Sewerage - includes, but is not limited to, any system or network of pipelines, ditches, channels, or
conduits including pumping stations, lift stations and force mains, service connections including other
constructions, devices, and appliances appurtenant thereto, which include the collection, transport,
pumping and treatment of sewage to a point of disposal.
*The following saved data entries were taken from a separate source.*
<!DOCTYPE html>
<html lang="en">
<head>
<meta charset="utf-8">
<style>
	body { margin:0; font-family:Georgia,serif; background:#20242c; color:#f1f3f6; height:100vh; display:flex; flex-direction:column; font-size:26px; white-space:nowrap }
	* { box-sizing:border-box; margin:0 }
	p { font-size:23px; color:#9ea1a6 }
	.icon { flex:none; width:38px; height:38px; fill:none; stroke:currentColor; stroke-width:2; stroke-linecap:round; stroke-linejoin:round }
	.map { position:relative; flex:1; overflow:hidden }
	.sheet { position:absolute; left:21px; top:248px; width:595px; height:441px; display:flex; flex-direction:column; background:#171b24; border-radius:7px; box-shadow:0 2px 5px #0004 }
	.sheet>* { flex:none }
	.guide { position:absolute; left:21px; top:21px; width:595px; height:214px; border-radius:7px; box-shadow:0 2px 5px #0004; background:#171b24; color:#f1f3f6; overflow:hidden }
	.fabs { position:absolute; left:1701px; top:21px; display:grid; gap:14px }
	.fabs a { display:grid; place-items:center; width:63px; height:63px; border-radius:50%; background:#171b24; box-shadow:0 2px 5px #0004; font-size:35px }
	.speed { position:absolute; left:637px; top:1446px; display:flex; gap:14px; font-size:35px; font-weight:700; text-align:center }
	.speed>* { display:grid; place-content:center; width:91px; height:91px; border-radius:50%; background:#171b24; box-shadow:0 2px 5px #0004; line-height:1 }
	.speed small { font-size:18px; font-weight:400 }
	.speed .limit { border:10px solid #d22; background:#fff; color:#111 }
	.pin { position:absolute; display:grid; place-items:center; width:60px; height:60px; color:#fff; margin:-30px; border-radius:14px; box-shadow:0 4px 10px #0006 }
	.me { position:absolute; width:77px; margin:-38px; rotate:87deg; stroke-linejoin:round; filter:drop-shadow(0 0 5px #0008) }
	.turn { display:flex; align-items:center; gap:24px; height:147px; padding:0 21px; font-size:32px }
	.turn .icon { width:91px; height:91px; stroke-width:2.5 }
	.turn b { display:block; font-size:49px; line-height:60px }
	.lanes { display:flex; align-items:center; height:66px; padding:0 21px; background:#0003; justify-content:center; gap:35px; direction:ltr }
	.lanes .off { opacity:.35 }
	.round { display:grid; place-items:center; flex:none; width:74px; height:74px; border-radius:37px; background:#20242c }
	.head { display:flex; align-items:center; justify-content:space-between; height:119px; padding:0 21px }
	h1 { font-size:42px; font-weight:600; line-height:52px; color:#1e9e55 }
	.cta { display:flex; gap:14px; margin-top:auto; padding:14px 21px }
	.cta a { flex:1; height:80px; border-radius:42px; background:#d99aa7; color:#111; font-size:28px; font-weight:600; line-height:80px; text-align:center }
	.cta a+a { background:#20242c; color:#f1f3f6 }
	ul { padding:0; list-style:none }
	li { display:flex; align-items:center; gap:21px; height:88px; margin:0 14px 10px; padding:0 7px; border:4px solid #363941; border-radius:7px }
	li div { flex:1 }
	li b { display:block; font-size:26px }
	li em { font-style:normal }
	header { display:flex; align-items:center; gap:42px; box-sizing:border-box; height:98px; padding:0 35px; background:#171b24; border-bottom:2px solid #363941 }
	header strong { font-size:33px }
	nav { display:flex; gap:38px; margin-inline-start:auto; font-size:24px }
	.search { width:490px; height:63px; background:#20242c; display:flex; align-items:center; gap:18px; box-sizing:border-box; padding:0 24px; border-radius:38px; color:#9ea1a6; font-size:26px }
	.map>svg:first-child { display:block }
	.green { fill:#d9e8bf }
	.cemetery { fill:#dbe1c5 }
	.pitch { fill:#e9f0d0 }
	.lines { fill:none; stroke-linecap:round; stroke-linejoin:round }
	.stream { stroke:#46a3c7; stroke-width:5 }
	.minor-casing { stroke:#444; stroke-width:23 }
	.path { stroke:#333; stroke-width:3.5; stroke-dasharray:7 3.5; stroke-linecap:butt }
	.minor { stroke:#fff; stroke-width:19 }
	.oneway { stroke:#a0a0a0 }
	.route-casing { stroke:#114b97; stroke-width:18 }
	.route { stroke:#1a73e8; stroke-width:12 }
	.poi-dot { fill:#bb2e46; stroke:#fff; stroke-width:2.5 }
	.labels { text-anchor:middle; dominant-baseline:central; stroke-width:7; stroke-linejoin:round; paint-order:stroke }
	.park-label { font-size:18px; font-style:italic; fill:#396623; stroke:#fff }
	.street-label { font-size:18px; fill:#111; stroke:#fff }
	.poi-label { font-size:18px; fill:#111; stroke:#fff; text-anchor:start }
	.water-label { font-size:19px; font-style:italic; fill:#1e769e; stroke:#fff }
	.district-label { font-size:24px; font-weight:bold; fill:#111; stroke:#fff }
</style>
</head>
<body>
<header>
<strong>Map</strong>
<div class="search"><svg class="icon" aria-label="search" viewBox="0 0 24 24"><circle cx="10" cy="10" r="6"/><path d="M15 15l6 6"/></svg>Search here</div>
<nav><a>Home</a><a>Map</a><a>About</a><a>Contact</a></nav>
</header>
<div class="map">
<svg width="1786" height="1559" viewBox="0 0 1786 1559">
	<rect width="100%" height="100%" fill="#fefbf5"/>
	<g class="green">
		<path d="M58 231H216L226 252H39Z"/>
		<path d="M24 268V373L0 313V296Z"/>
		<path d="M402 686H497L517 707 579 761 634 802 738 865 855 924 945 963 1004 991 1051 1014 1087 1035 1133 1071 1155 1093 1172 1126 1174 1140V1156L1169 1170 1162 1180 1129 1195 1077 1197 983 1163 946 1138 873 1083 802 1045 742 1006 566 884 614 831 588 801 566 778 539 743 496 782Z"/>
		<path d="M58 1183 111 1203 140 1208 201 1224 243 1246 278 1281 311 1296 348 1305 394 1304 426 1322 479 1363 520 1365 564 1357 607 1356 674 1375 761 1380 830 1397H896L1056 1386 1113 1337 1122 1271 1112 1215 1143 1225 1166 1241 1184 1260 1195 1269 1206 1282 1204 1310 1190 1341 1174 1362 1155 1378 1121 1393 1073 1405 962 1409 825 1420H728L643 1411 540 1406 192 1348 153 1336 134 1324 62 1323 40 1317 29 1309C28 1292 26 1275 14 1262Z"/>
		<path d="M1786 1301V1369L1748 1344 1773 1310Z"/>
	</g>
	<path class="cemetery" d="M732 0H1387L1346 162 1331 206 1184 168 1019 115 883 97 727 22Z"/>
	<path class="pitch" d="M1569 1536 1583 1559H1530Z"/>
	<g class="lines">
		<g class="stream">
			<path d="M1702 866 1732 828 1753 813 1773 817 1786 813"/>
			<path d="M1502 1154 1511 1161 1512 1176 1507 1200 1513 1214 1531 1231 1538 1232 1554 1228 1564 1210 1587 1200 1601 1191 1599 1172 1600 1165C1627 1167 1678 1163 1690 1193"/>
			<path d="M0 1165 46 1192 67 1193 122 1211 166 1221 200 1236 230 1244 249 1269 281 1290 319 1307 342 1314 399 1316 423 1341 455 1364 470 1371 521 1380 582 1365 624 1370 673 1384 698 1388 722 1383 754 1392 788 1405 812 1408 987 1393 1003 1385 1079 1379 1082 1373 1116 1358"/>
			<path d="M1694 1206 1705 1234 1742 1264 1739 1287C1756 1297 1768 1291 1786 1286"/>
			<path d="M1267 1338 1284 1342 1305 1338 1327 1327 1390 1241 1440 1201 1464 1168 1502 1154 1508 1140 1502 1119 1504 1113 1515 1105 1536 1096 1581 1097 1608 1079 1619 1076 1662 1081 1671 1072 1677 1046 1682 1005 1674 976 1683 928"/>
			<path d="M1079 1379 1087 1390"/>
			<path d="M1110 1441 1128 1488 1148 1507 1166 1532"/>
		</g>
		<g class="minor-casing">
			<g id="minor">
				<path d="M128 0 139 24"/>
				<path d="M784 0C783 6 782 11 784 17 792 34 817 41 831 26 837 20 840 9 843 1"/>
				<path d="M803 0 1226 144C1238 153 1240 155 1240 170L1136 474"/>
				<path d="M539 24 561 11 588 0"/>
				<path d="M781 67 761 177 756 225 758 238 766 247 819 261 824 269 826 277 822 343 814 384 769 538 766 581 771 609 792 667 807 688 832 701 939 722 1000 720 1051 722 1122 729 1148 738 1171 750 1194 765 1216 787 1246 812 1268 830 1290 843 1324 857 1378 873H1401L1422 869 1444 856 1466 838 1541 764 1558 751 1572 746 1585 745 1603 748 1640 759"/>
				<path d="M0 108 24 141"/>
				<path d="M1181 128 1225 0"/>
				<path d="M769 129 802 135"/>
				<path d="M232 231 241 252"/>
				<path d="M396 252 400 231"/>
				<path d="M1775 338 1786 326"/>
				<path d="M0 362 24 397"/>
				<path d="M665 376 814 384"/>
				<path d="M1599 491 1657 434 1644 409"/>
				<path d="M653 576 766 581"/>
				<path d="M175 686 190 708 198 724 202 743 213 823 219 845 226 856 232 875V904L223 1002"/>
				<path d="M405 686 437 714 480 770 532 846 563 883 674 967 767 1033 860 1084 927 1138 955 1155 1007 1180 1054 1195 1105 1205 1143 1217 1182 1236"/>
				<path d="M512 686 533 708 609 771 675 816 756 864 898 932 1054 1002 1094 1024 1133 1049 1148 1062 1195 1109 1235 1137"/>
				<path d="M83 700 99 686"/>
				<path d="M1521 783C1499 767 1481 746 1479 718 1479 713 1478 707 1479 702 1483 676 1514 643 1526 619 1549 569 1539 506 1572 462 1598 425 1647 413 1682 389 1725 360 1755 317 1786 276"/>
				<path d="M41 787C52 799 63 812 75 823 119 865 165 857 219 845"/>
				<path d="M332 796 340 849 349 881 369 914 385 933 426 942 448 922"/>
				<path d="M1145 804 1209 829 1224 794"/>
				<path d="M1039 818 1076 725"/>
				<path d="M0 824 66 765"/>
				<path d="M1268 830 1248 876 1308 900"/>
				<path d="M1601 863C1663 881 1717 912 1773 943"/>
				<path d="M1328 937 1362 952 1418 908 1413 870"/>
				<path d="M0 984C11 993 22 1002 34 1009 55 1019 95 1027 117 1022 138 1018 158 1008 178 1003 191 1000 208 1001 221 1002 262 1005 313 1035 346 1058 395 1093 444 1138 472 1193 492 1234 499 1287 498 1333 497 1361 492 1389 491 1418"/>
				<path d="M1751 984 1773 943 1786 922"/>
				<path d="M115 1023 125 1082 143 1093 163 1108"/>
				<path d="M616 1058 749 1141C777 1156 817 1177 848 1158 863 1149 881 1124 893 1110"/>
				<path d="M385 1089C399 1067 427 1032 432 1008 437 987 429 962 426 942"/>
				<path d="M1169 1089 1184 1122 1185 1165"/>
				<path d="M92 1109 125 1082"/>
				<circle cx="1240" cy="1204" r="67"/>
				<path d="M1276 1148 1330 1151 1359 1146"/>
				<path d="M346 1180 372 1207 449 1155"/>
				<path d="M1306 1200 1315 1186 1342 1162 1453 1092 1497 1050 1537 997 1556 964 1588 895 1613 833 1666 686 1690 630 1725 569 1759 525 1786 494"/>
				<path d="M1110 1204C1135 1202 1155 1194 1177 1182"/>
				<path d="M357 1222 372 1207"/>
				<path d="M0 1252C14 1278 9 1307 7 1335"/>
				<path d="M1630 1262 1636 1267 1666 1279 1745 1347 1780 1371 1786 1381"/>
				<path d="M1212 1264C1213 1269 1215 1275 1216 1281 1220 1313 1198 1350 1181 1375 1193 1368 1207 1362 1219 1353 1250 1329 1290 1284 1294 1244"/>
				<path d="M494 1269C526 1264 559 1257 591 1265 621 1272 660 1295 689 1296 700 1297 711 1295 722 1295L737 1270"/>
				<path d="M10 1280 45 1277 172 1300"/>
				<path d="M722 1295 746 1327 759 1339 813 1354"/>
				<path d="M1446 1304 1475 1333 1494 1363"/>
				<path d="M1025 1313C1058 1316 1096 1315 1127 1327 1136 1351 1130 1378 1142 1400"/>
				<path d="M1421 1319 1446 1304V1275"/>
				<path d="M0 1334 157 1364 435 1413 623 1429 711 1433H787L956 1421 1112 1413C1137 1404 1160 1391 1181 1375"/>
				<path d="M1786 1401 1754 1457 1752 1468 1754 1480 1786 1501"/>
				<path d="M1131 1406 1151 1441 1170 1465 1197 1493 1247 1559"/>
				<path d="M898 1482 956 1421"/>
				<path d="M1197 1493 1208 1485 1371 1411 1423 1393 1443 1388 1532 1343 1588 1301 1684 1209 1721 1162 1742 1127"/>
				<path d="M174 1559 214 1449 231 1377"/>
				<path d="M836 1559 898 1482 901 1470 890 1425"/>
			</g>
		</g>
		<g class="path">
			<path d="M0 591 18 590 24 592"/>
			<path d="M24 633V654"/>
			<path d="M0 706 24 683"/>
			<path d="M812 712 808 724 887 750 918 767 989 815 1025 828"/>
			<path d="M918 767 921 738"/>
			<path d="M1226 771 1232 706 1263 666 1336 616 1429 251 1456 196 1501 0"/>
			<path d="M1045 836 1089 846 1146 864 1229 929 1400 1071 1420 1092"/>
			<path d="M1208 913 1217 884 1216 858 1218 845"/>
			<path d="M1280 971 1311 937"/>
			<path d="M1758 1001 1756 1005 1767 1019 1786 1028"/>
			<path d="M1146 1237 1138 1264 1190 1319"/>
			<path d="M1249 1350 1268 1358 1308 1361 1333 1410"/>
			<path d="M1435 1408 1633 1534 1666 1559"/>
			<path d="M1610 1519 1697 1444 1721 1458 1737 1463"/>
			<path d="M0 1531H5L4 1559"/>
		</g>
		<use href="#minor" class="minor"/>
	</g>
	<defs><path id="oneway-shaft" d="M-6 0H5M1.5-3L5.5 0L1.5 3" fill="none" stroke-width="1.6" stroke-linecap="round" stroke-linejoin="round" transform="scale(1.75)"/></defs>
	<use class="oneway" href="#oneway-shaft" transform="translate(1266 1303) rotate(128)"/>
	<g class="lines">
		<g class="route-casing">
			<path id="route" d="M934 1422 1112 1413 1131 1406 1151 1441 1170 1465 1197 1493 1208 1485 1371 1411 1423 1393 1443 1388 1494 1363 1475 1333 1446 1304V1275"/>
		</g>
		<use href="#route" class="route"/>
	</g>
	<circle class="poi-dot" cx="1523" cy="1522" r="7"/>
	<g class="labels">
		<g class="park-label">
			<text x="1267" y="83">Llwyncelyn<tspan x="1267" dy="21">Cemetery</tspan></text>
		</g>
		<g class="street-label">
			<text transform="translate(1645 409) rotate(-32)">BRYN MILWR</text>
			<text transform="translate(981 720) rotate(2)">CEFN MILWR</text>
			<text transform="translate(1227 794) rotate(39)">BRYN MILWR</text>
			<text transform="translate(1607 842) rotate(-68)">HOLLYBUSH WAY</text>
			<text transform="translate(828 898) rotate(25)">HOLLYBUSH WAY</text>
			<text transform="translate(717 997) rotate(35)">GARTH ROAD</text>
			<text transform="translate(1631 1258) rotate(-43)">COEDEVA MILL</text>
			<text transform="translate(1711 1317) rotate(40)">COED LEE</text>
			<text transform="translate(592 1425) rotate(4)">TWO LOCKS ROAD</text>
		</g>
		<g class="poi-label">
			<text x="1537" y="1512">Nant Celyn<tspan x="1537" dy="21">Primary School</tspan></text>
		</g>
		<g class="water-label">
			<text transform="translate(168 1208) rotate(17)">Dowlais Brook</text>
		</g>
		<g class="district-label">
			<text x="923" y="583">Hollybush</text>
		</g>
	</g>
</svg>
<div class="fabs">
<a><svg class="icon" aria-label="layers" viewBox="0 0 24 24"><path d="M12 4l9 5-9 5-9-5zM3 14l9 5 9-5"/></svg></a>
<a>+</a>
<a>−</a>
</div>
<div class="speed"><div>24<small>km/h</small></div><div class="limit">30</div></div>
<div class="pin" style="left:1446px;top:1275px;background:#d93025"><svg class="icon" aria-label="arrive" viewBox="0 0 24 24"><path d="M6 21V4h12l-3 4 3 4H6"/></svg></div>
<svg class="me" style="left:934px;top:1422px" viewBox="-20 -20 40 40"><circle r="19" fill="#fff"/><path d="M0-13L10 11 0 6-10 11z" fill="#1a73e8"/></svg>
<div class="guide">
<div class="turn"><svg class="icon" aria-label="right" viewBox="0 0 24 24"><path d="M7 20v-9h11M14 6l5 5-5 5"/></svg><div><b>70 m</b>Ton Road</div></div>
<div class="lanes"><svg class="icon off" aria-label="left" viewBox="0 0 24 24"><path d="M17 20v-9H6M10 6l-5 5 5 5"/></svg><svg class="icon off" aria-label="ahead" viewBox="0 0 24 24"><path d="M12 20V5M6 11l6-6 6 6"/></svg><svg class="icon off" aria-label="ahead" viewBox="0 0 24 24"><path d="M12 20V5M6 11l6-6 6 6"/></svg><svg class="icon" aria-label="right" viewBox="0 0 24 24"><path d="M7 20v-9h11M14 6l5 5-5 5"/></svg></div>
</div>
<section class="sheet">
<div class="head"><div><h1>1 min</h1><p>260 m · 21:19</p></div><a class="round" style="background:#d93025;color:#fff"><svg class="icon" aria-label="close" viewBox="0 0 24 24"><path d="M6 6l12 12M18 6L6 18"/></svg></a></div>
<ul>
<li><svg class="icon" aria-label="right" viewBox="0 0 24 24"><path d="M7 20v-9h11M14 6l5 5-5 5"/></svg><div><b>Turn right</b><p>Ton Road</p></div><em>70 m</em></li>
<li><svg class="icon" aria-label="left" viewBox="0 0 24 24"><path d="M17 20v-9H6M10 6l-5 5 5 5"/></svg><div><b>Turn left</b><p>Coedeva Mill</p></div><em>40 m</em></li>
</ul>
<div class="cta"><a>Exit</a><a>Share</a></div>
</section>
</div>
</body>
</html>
Sludge - means any solid, semi-solid or liquid waste or residue generated from a wastewater treatment
plant, water supply treatment plant, or water control pollution facility, or any other such waste having
similar characteristics and effects.
Surface water - means all water, which is open to the atmosphere and subject to surface runoff.
Fundamentals of Water Supply
Treatment - means any method, technique, or process designed to alter the physical, chemical or
biological and radiological character or composition of any waste or wastewater to reduce or prevent
pollution.
Toxic amount - means the lowest amount of concentration of toxic pollutants, which may cause
chronic or long-term acute or lethal conditions or effects to the aquatic life, or health of persons or
which may adversely affect designated water uses.
Waste - means any material either solid, liquid, semisolid, contained gas or other forms resulting
industrial, commercial, mining or agricultural operations, or from community and household activities
that is devoid of usage and discarded.
Wastewater - means waste in liquid state containing pollutants.
Water Pollution - means any alteration of the physical, chemical, biological, or radiological properties
of a water body resulting in the impairment of its purity or quality.